INSTRUCTIONS FOR THE TASK: Below are entries; copy exactly the lines from the one with "width:20px; border:1px solid" through the one with "position:absolute; left:575px; top:759px;", both included, and leave out the rest.

RECORDS SUPPLIED:

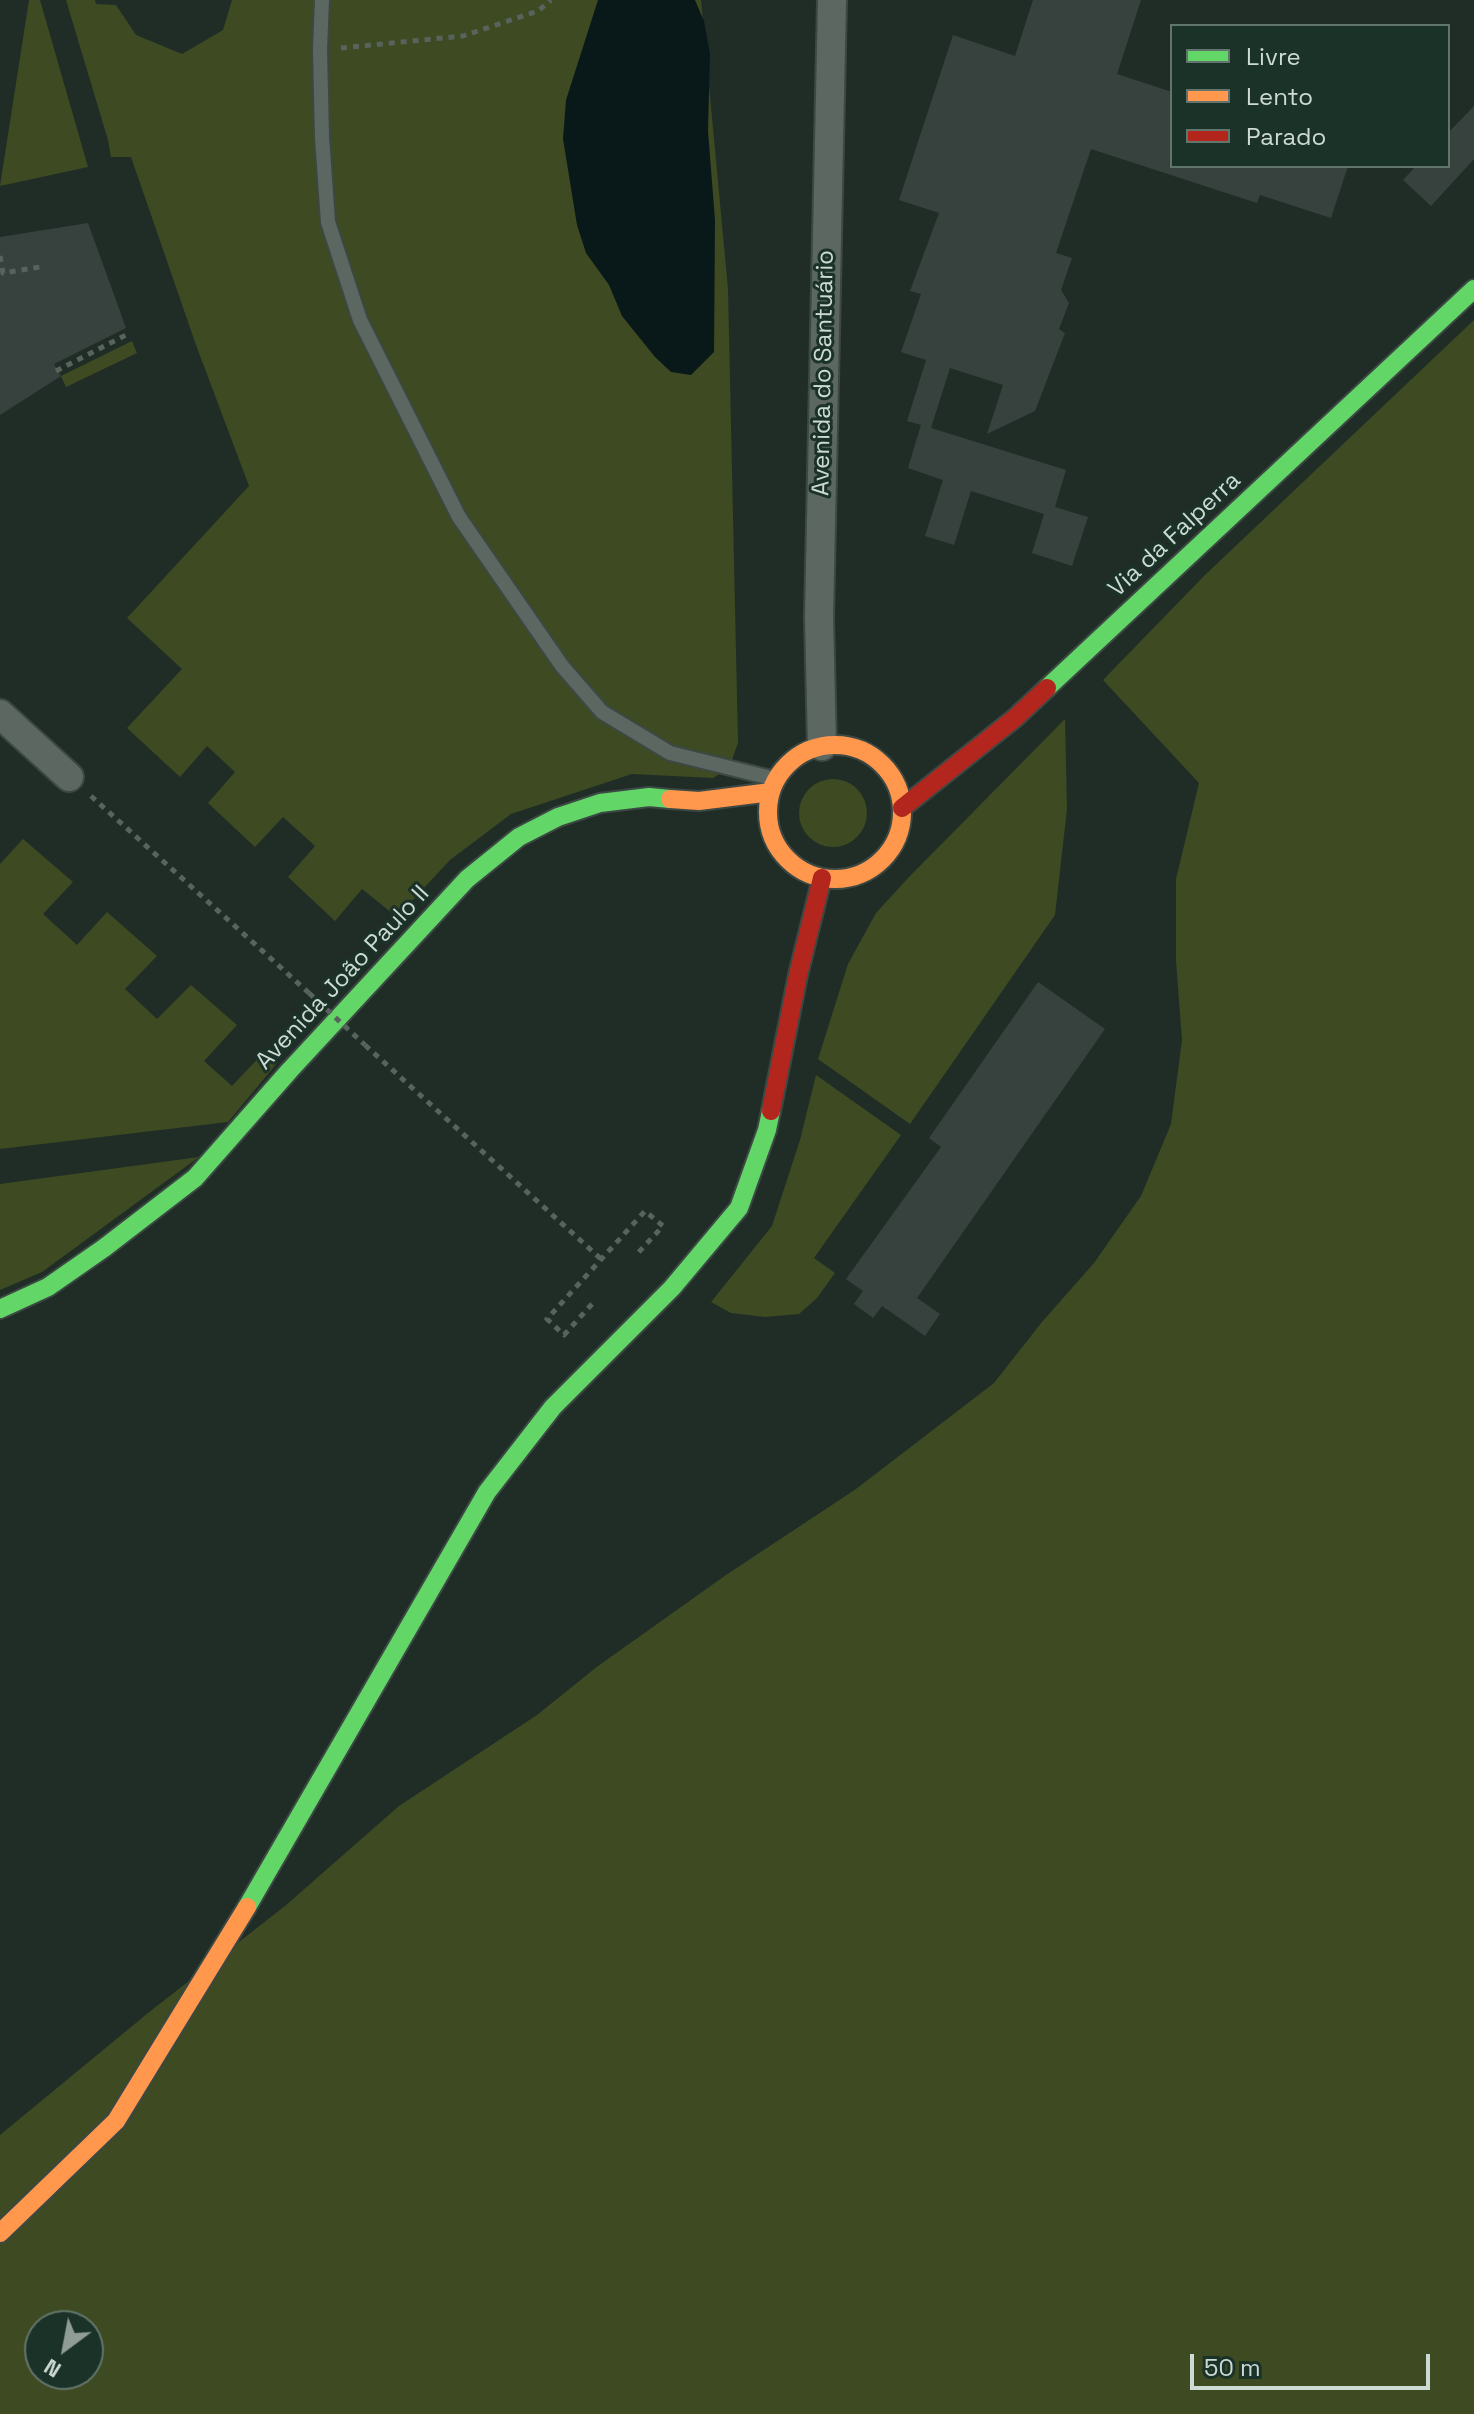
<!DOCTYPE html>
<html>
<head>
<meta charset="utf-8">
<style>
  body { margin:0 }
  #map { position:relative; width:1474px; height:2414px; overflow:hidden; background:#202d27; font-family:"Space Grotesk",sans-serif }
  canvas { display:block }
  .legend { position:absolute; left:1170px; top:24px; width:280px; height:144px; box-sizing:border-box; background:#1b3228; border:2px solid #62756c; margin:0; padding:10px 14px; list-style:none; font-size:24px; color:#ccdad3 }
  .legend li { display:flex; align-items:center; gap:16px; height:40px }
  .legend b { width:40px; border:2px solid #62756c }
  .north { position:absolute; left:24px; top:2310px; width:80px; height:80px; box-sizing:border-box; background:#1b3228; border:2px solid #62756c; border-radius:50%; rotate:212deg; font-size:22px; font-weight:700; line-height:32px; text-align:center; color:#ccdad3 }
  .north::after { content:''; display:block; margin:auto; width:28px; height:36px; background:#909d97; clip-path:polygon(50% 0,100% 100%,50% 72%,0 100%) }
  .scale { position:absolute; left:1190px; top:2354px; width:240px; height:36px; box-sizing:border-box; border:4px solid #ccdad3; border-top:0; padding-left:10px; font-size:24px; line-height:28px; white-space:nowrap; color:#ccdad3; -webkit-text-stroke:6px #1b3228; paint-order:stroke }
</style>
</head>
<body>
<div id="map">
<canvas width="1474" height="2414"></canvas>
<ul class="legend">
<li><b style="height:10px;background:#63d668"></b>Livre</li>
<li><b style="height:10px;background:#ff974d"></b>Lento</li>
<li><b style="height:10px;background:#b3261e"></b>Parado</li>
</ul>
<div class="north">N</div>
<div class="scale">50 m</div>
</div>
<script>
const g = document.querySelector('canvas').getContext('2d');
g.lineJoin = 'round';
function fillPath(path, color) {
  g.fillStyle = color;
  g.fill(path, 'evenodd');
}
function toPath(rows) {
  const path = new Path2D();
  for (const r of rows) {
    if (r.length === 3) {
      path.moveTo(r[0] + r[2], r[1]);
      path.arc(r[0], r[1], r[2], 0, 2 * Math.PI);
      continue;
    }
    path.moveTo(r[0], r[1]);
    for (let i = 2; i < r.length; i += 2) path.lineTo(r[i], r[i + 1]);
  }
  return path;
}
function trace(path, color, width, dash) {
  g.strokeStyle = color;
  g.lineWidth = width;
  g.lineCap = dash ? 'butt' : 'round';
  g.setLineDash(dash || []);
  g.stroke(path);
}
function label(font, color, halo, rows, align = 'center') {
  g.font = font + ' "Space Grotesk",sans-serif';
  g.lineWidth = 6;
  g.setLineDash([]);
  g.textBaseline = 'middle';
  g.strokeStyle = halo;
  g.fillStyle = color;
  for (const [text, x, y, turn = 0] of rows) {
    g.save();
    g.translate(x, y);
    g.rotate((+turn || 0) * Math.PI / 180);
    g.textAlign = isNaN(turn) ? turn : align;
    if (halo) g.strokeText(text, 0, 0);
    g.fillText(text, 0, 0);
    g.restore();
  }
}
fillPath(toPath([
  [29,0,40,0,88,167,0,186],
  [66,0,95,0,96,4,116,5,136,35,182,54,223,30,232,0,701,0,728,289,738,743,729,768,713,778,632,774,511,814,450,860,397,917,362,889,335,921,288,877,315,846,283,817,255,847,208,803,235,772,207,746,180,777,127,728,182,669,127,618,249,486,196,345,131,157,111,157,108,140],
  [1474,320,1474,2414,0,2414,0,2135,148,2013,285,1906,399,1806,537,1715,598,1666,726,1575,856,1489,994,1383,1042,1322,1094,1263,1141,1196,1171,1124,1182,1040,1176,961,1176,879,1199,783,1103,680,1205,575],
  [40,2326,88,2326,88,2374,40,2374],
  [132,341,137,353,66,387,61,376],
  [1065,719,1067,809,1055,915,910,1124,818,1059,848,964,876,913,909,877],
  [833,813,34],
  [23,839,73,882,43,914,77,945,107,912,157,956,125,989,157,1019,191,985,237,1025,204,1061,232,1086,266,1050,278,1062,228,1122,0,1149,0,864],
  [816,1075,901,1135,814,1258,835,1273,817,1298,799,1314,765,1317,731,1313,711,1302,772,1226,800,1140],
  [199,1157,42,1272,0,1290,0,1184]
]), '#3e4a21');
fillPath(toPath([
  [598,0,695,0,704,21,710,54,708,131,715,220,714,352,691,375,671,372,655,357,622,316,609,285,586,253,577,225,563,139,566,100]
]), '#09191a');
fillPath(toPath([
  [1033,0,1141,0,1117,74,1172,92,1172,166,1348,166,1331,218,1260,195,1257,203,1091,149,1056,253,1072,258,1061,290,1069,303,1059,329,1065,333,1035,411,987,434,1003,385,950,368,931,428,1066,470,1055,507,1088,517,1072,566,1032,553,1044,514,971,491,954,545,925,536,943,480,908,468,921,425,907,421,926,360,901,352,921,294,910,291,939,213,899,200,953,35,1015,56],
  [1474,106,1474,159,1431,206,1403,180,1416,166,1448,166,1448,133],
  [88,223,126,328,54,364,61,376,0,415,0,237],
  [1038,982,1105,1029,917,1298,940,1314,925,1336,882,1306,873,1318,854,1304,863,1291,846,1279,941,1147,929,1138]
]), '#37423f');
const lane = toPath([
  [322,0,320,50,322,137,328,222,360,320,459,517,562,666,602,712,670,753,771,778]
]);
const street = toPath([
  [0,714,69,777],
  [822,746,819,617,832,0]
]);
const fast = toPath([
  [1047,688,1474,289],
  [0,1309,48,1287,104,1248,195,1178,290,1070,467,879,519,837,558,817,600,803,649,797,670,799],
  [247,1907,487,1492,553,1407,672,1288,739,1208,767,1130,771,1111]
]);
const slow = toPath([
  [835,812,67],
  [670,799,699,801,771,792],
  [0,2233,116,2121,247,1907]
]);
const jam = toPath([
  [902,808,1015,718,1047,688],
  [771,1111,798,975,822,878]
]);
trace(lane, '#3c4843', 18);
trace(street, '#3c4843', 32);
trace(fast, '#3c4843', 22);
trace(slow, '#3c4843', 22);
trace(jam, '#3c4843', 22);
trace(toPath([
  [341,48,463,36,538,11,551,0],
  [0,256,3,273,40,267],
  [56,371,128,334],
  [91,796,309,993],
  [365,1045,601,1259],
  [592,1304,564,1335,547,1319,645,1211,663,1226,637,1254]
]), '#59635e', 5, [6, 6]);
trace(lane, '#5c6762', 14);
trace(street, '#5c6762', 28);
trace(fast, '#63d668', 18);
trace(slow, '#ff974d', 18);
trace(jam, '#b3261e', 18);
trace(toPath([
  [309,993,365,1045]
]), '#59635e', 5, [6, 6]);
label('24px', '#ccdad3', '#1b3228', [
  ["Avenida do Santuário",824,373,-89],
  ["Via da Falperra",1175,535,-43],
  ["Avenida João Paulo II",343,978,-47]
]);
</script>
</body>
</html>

==

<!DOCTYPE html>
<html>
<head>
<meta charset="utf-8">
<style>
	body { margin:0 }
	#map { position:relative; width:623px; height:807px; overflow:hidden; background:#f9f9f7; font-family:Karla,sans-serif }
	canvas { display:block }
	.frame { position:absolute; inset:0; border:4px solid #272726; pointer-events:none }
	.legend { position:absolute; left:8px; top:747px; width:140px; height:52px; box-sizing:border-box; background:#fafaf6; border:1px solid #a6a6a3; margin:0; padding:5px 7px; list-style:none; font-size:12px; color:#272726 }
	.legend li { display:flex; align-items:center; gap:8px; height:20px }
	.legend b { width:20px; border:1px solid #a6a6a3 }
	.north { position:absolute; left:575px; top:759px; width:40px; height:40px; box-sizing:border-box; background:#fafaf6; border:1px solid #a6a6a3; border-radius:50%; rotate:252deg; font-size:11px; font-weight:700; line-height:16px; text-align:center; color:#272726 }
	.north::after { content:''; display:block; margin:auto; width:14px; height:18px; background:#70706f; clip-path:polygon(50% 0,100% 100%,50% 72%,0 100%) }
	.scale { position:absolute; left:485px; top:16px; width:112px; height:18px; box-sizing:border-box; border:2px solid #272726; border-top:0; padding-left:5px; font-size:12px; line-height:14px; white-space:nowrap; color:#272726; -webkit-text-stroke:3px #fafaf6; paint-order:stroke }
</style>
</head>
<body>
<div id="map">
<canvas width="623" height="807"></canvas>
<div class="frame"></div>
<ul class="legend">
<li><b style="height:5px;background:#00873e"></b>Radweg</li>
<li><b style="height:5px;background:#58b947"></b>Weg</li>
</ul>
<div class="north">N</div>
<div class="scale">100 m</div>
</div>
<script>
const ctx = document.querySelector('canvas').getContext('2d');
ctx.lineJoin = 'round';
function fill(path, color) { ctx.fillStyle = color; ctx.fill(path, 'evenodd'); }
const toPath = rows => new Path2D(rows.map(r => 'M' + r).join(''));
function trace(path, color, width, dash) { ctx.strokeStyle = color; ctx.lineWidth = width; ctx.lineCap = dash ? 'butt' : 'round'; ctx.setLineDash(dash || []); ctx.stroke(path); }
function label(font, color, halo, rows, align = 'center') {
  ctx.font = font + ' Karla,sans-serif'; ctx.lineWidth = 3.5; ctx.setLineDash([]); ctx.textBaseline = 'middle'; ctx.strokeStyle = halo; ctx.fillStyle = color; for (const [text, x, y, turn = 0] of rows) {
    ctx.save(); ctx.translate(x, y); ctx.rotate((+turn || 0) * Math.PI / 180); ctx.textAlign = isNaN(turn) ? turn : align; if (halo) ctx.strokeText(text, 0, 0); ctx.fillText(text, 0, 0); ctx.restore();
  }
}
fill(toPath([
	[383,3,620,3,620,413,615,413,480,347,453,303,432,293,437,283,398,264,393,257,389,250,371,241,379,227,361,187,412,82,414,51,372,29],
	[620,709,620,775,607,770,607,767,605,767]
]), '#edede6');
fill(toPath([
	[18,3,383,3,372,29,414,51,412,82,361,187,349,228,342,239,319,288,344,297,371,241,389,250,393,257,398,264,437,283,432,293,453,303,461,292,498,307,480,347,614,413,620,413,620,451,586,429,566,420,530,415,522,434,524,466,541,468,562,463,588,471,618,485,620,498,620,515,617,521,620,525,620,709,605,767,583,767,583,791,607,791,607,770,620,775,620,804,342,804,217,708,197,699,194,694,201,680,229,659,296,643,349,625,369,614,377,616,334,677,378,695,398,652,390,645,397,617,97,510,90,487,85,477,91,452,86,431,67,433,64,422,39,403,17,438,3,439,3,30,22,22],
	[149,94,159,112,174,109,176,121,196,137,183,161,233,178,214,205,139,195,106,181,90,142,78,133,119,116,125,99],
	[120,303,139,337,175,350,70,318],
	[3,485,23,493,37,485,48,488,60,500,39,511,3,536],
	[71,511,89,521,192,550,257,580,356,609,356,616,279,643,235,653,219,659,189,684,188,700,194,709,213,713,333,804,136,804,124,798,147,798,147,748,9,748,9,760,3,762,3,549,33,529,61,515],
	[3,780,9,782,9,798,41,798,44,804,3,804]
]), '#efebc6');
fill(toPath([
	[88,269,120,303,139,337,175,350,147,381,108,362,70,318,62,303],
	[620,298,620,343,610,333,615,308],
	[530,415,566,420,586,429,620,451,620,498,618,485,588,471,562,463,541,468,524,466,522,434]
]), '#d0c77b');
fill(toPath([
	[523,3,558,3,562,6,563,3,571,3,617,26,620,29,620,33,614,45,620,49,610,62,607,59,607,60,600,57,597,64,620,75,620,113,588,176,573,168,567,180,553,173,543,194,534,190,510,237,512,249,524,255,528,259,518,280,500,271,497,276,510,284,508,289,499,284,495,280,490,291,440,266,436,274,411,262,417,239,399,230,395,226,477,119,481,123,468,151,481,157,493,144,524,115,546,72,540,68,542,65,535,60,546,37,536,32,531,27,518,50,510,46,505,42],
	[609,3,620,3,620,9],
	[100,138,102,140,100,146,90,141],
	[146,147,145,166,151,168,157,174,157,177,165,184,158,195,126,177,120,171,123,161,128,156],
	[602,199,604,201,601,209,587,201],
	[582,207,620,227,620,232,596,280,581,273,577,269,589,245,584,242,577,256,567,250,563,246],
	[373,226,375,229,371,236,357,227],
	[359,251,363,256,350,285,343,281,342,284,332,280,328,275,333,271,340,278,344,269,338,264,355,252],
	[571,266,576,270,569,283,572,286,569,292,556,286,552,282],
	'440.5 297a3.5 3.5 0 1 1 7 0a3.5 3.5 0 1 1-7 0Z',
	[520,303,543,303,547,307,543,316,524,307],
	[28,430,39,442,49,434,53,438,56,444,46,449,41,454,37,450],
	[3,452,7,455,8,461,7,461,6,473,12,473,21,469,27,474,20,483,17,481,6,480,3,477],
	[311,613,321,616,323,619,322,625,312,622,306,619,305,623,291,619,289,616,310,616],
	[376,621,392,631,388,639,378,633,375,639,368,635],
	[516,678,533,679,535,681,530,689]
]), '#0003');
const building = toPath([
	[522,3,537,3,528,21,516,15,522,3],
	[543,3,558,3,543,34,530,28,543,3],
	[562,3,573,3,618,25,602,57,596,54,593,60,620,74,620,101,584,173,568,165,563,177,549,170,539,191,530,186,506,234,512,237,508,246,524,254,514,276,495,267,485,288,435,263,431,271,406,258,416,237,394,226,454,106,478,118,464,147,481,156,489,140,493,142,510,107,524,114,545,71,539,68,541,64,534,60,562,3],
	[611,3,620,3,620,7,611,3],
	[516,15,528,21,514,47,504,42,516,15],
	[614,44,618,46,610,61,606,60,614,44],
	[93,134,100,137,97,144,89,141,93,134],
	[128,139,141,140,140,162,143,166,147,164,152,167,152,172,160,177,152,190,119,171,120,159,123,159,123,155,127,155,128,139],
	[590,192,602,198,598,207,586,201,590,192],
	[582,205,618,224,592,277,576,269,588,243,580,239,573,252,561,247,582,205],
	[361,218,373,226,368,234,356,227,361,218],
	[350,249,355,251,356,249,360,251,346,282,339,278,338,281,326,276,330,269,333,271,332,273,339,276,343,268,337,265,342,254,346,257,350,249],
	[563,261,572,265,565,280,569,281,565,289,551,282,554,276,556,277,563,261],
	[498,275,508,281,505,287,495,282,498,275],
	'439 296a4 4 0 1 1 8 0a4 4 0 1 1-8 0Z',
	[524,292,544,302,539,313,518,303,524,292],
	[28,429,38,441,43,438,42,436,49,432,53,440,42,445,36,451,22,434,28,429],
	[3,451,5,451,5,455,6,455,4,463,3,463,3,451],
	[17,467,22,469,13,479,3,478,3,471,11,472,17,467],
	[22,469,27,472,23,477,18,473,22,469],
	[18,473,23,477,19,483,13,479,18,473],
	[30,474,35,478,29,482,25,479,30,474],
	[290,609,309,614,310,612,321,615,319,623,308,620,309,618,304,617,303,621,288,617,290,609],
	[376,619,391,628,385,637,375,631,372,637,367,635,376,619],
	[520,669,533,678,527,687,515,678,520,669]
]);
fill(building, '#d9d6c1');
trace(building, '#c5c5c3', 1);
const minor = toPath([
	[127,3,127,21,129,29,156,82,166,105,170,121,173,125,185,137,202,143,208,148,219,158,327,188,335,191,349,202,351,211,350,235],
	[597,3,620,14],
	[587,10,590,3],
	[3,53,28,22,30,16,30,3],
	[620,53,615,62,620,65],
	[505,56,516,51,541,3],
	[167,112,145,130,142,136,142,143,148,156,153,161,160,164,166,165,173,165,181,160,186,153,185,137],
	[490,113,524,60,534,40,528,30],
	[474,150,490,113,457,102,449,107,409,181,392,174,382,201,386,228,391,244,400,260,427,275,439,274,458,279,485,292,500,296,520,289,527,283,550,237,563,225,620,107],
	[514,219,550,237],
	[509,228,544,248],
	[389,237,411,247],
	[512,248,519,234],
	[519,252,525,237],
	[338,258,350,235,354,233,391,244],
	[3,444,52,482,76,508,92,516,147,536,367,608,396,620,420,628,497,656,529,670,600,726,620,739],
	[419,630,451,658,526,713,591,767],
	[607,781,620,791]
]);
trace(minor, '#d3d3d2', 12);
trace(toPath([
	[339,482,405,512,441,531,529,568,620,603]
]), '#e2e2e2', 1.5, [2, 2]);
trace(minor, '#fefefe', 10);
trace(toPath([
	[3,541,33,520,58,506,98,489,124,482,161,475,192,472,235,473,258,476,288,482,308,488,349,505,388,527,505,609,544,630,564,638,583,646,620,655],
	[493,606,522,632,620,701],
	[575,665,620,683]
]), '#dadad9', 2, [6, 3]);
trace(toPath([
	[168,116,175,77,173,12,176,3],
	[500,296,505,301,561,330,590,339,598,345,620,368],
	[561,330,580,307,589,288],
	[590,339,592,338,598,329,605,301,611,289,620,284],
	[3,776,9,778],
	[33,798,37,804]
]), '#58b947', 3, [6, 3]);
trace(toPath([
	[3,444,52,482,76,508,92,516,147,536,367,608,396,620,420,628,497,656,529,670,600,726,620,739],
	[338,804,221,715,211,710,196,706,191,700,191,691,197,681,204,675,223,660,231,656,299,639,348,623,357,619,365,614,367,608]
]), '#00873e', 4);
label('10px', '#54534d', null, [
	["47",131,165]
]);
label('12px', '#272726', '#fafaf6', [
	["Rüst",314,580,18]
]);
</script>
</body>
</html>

RESPONSE AREA:
	.legend b { width:20px; border:1px solid #a6a6a3 }
	.north { position:absolute; left:575px; top:759px; width:40px; height:40px; box-sizing:border-box; background:#fafaf6; border:1px solid #a6a6a3; border-radius:50%; rotate:252deg; font-size:11px; font-weight:700; line-height:16px; text-align:center; color:#272726 }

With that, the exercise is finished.